Sony Playstation Portal Gives Console Gamers A Dedicated Handheld For PS5 Remote Play

Remote Play has been an available feature in Sony’s consoles since the PS3, allowing players to access their console’s games from a different machine. It’s a useful feature, especially if you have your console set up in the living room, but can’t play your games there because the wife is watching 90 Day Fiancé or something.  Using it, you can play games on your console through your PC, your tablet, or even your smartphone. Soon, you can even play it on this Playstation Portal.

Remember the Nintendo Wii U, which came with a controller that had its own touchscreen display, allowing you to play games from the console directly on it? Well, this is very similar to that. It’s, basically, a dedicated handheld for PS5 Remote Play, so you can keep your laptop, tablet, or smartphone on their charging docks, instead of having to pull them out to play Returnal.

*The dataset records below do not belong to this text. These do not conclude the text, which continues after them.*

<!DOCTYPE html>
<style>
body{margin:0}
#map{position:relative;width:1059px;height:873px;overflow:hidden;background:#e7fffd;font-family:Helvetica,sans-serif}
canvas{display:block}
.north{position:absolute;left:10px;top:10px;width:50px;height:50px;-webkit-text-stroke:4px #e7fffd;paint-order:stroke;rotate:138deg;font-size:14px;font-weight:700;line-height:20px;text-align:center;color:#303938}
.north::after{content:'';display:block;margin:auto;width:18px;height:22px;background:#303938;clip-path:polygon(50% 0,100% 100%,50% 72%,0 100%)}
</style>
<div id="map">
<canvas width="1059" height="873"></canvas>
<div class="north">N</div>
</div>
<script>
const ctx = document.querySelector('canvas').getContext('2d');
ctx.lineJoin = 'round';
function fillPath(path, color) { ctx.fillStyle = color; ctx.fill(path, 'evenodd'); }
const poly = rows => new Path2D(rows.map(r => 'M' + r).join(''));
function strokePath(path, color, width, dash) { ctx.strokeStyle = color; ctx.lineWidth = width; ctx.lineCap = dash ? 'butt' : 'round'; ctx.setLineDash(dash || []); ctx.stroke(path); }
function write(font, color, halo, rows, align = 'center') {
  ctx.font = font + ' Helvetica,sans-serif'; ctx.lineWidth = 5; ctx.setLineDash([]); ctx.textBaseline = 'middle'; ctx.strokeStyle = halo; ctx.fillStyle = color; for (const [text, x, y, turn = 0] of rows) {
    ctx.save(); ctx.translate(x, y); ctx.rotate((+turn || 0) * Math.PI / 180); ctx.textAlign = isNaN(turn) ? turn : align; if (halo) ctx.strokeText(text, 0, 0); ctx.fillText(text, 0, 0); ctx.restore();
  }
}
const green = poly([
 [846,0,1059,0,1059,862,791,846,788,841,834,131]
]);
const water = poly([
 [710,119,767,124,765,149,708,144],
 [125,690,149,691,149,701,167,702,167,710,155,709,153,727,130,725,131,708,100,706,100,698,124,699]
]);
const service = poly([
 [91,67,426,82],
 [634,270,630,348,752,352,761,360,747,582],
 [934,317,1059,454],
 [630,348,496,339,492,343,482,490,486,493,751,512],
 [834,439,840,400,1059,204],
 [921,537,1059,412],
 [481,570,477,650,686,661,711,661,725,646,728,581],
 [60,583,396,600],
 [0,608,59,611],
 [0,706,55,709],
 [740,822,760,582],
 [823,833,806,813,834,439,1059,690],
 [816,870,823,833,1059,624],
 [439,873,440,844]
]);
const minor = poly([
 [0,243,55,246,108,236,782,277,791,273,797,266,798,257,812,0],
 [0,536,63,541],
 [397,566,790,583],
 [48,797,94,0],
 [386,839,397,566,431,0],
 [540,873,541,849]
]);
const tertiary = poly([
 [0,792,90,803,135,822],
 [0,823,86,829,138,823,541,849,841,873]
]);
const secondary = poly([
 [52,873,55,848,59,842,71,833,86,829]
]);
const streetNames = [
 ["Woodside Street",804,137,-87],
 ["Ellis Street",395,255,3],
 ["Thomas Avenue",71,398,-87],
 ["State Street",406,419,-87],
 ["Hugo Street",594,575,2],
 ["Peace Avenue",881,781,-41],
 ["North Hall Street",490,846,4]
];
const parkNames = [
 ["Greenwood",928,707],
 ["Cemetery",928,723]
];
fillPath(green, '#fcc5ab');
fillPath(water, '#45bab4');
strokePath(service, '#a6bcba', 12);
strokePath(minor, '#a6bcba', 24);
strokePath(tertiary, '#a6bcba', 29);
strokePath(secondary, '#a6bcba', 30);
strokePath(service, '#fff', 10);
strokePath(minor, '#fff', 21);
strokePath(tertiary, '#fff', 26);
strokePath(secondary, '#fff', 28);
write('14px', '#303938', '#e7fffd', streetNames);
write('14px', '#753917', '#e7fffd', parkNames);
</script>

The Playstation Portal consists of an eight-inch touchscreen display with grips resembling the PS5’s DualSense controller on either side. You get all the same controls as the standard PS5 gamepad, from the dual symmetrical analog sticks, D-pad, action buttons, triggers, and shoulder buttons, with the touchscreen taking the place of the touchpad. It even has the same haptic feedback, so it fully reprises the DualSense experience.

The onboard display has 1080p resolution with a 60fps frame rate, so it should deliver pretty good visuals on par with most gaming handhelds. This combo of a reasonably large eight-inch screen and full-featured PS5 controls should make for a compelling handheld experience that’s arguably going to be better than what you can get running Remote Play on a phone or tablet, which should be the main reason for people to even consider picking one of these up. Just like a standard controller, it comes with a 3.5mm jack for plugging in headphones.

The Playstation Portal only runs Remote Play, with no other additional features. There’s no onboard storage, no standalone OS, and nothing else, really. As such, it’s basically a brick unless it’s connected to your PS5 over Wi-Fi. Once connected, it also only plays games that are downloaded on your console, so you can’t use it with PS Plus Premium’s cloud streaming feature. Yep, you can’t use it to stream games via Sony’s servers, which is disappointing for a modern handheld. While there’s no word on whether that will be supported later, we do expect them to add that, since the experience just feels completely half-baked without it.

There’s no Bluetooth, by the way, so you can’t use your wireless headphones with it. Unless, of course, you purchase one of Sony’s upcoming wireless headphones that use PlayStation Link, which is, apparently, the outfit’s own proprietary wireless format. In case you’re miffed about having to buy special headphones just for the console, they do claim that the wireless format will allow for “low latency, lossless audio,” which could make the extra purchase worthwhile. Maybe.

The Playstation Portal is officially slated for later this year, with rumors pegging it around November. Price is $199.99.